While the CBL has been accused of mismanagement, the Weah government has also been complicit in impairing the central bank’s capacity to manage the currency difficulties. Central bank lending to the government, often in US dollars, has put pressure on foreign reserves. In May, the EU delegation to Liberia and eight donor embassies jointly wrote to Weah expressing concerns about his government’s borrowing from donor aid deposited at the central bank, and stating that there appeared to have been “a greater scale of irregular withdrawals than was previously and collectively known.” Information minister Eugene Nagbe admitted that the government had indeed borrowed from the funds to pay salaries.

The government has since begun a ‘salary harmonization’ scheme to cut the wage bill, which gulps two-thirds of public expenditure. Salaries for civil servants and lawmakers are being reviewed and about 10,000 out of 70,000 civil servants have reportedly been affected by a pay cut. Finance minister Samuel Tweah has unsuccessfully convinced parliament to back the scheme and there were protests in July from affected civil servants working at the Liberia Revenue Authority.


Weah has said he will set up a vetting committee to help him select the next executive governor, and that the application process will be open to the general public (he personally picked the outgoing governor). If this is done, it will set the tone for minimizing political influence, increasing transparency and strengthening internal controls at the CBL. Otherwise, the precedent suggests the next governor will look to the presidential mansion for direction and pursue little reform. The outgoing one once told reporters in Monrovia that the central bank’s first priority is pursuing the president’s ‘pro-poor’ agenda.

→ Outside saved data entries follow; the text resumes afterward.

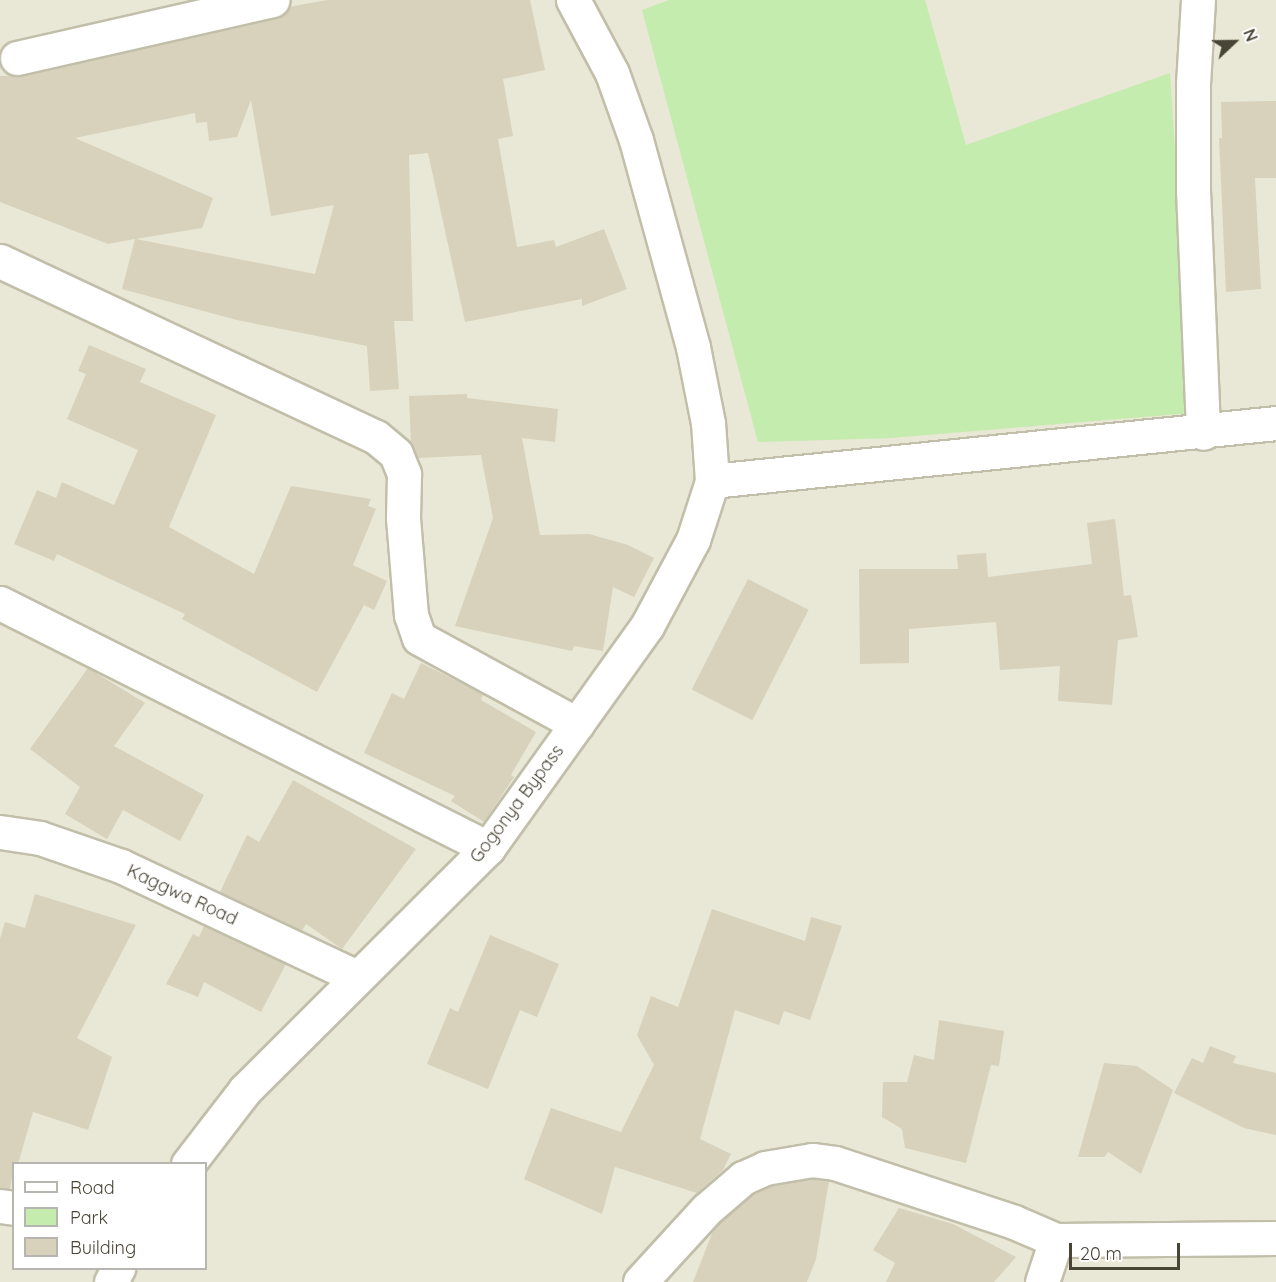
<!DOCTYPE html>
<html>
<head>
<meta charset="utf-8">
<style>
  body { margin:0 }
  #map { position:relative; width:1276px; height:1282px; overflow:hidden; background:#f5f3e8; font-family:Quicksand,sans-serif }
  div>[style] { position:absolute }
  .residential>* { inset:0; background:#e9e7d5 }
  .green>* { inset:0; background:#c4ecae }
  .building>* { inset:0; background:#d8d2bc; transform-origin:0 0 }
  .roads { filter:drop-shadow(2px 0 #c1bea9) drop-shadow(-2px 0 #c1bea9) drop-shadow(0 2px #c1bea9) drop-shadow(0 -2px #c1bea9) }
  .minor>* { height:33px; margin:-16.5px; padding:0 16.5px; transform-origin:16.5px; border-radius:16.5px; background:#fff }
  span { translate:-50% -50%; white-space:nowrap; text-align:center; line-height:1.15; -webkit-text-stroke:4.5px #fff; paint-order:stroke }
  .street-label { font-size:18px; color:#494536 }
  .legend { position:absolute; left:12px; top:1162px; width:195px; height:108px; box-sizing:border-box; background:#fff; border:2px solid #b6b5af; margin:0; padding:8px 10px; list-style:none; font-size:18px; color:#494536 }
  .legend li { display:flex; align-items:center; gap:12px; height:30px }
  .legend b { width:30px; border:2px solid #b6b5af }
  .north { position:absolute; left:1204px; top:12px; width:60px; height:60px; -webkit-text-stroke:4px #fff; paint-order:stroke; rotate:68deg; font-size:16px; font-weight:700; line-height:24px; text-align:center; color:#494536 }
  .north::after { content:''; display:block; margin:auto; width:21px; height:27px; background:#494536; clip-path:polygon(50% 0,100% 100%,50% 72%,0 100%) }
  .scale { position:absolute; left:1069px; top:1243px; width:111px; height:27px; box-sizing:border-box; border:3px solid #494536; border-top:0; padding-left:8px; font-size:18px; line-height:21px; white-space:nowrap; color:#494536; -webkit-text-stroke:4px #fff; paint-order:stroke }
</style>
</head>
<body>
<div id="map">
  <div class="residential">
    <i style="clip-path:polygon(evenodd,0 0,1276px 0,1276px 1282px,0 1282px,0 0,14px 1164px,206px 1164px,206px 1268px,14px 1268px,14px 1164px)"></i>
  </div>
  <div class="green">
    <i style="clip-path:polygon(669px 0,925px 0,966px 145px,1170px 73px,1192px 413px,890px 438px,758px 442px,642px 10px)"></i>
  </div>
  <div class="building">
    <i style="clip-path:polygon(evenodd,327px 0,530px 0,545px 70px,503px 79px,513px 136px,498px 139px,517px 247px,554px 240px,556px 247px,604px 229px,627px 289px,582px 306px,582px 299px,465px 322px,428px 153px,409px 155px,413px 321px,394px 321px,399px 389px,370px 391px,367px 346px,237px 320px,122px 289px,135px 239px,108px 244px,0 202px,0 76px,21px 76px,276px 18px,289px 7px,327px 0,251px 100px,271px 216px,334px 205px,315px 274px,136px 239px,202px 228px,213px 198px,75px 138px,195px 113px,196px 123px,207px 122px,209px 141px,237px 137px,251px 100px)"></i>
    <i style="clip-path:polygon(1276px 101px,1276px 178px,1255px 178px,1261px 289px,1226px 292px,1219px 138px,1222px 138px,1221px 102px)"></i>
    <i style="clip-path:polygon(89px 345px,146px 369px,140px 382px,216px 415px,169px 527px,254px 574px,291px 486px,371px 499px,368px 506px,376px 509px,353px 565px,387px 581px,374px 610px,364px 605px,317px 692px,182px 619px,185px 614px,57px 554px,54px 561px,14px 544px,37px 490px,56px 498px,62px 482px,114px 505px,138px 450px,67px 419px,86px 374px,78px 371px)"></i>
    <i style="clip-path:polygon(467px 394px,467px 398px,558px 409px,555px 442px,522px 438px,540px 535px,589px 534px,628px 545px,654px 558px,634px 597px,613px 587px,603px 651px,574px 646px,572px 651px,455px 626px,493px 518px,481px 455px,418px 458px,411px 444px,409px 396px)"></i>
    <i style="clip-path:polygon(1115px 519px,1124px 596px,1131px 595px,1138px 637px,1118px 640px,1112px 705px,1058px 701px,1060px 666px,1000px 670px,996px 622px,909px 629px,909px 663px,860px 664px,859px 569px,958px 569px,957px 555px,986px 553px,988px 577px,1092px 564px,1087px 523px)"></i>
    <i style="left:748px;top:579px;width:68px;height:124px;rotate:27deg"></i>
    <i style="clip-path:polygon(421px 663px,483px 694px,481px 700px,536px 732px,511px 775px,514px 777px,484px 822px,451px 801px,455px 796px,364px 753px,392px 693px,404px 699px)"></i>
    <i style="clip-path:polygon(88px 668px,145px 703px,114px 746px,204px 795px,180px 841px,123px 810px,107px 839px,65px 814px,80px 787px,30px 749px)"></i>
    <i style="clip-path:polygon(293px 780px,416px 849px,342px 949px,306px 924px,302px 931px,220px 892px,247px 835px,259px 842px)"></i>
    <i style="clip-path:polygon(35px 894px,136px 925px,77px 1038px,112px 1057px,88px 1130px,33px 1112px,18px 1164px,14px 1164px,10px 1189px,0 1188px,0 939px,5px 922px,25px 928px)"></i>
    <i style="clip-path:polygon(712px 909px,805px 941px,811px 917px,842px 926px,810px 1020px,784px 1011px,779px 1025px,735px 1010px,700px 1139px,731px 1154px,723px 1170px,697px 1193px,615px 1167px,602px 1214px,524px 1179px,551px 1108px,621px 1132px,654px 1065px,637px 1035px,651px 996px,678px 1007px)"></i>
    <i style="clip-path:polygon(204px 926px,286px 964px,261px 1012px,204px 982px,198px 997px,166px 984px,193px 934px,199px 937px)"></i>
    <i style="clip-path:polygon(490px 935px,559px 964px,537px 1017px,520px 1010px,488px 1089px,427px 1064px,450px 1008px,458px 1012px)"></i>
    <i style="clip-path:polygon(939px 1020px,1004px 1031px,999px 1066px,991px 1065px,966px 1163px,905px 1148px,902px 1129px,882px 1117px,883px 1082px,907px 1082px,914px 1055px,934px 1060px)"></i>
    <i style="clip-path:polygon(1210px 1046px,1236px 1056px,1233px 1063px,1276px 1073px,1276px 1135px,1244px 1128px,1174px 1093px,1192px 1058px,1203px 1063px)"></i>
    <i style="clip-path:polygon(1104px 1063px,1137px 1066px,1173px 1090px,1141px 1174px,1108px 1152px,1104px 1157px,1078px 1157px)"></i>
    <i style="clip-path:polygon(812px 1179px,829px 1181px,816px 1259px,807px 1282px,693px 1282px,713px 1231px,720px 1222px,753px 1194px,771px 1186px)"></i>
    <i style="clip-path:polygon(899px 1208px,953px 1224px,1016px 1257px,994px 1282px,886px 1282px,895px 1263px,873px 1250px)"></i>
  </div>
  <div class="roads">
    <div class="minor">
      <i style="left:1198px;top:0;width:84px;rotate:93.4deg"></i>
      <i style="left:1193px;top:84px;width:106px;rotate:90deg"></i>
      <i style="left:1193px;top:190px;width:243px;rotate:87.6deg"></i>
      <i style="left:17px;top:58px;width:262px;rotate:-12.8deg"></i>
      <i style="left:0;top:261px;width:415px;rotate:25.1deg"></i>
      <i style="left:376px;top:437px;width:26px;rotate:40deg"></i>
      <i style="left:396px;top:454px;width:22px;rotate:68deg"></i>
      <i style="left:404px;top:474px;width:44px;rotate:91.3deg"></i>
      <i style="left:403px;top:518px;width:97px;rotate:85.3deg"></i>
      <i style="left:411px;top:615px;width:24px;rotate:71deg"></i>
      <i style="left:419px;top:638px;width:180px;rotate:28.6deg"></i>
      <i style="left:712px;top:481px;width:567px;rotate:-5.87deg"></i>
      <i style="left:0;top:603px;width:546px;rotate:26.66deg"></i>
      <i style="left:0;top:832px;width:40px;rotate:8.5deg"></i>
      <i style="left:40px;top:838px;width:86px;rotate:19.1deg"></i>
      <i style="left:121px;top:866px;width:261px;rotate:25.2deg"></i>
      <i style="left:188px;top:1164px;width:93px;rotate:-52.4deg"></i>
      <i style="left:245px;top:1090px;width:343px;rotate:-44.9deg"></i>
      <i style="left:488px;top:848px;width:273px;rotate:-54.4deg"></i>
      <i style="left:647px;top:626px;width:98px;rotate:-61.9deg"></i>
      <i style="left:693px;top:540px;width:62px;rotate:-72.1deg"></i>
      <i style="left:712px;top:481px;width:58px;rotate:-93.9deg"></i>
      <i style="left:708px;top:423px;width:77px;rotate:-101.2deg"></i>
      <i style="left:693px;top:347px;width:215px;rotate:-105.4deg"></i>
      <i style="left:636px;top:140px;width:71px;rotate:-109.7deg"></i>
      <i style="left:612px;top:73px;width:83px;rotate:-118.1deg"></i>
      <i style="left:0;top:1206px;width:14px;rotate:8deg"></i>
      <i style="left:111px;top:1282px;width:16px;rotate:-63deg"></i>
      <i style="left:640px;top:1282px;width:99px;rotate:-47.5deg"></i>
      <i style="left:707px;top:1209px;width:48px;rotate:-40.7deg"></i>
      <i style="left:743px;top:1178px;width:24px;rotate:-24deg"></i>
      <i style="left:765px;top:1168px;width:48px;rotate:-9.7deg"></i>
      <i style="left:812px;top:1160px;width:23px;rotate:7deg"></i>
      <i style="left:835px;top:1163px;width:188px;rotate:18.2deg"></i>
      <i style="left:1014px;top:1222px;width:46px;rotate:23.2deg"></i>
      <i style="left:1056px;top:1240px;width:220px;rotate:-0.5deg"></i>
      <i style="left:1042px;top:1282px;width:44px;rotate:-71.6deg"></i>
    </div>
  </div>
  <div class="street-label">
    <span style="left:517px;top:804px;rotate:-53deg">Gogonya Bypass</span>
    <span style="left:182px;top:895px;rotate:25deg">Kaggwa Road</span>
  </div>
  <ul class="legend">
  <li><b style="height:8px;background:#fff"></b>Road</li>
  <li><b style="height:16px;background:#c4ecae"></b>Park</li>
  <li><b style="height:16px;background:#d8d2bc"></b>Building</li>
  </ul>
  <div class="north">N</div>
  <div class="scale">20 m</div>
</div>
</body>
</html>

In the medium term, foreign exchange inflows from rubber and iron ore exports will remain subdued due to low global prices—keeping pressure on the Liberian dollar. However, the currency’s value and price stability will also hinge on restoring public confidence in the central bank and clarifying the policy framework. On that front, the government’s ongoing efforts to minimize overhead costs and check borrowing from the CBL will complement a sound monetary policy, if made by the new management.

Although this is a difficult environment in which to restrain the wage bill[2] and we note pushback from constituents, fiscal reform will likely be sustained to a significant degree as part of commitments to the IMF and other donors. Without grants, Liberia’s fiscal deficit would go from -6.1% of GDP to -20.4% in 2019 by IMF estimates. There is strong incentive to convince development partners.


[2] Real GDP growth was an estimated 1.2% in 2018 and is forecast at 0.4% for 2019, against 2.5% year-on-year population growth.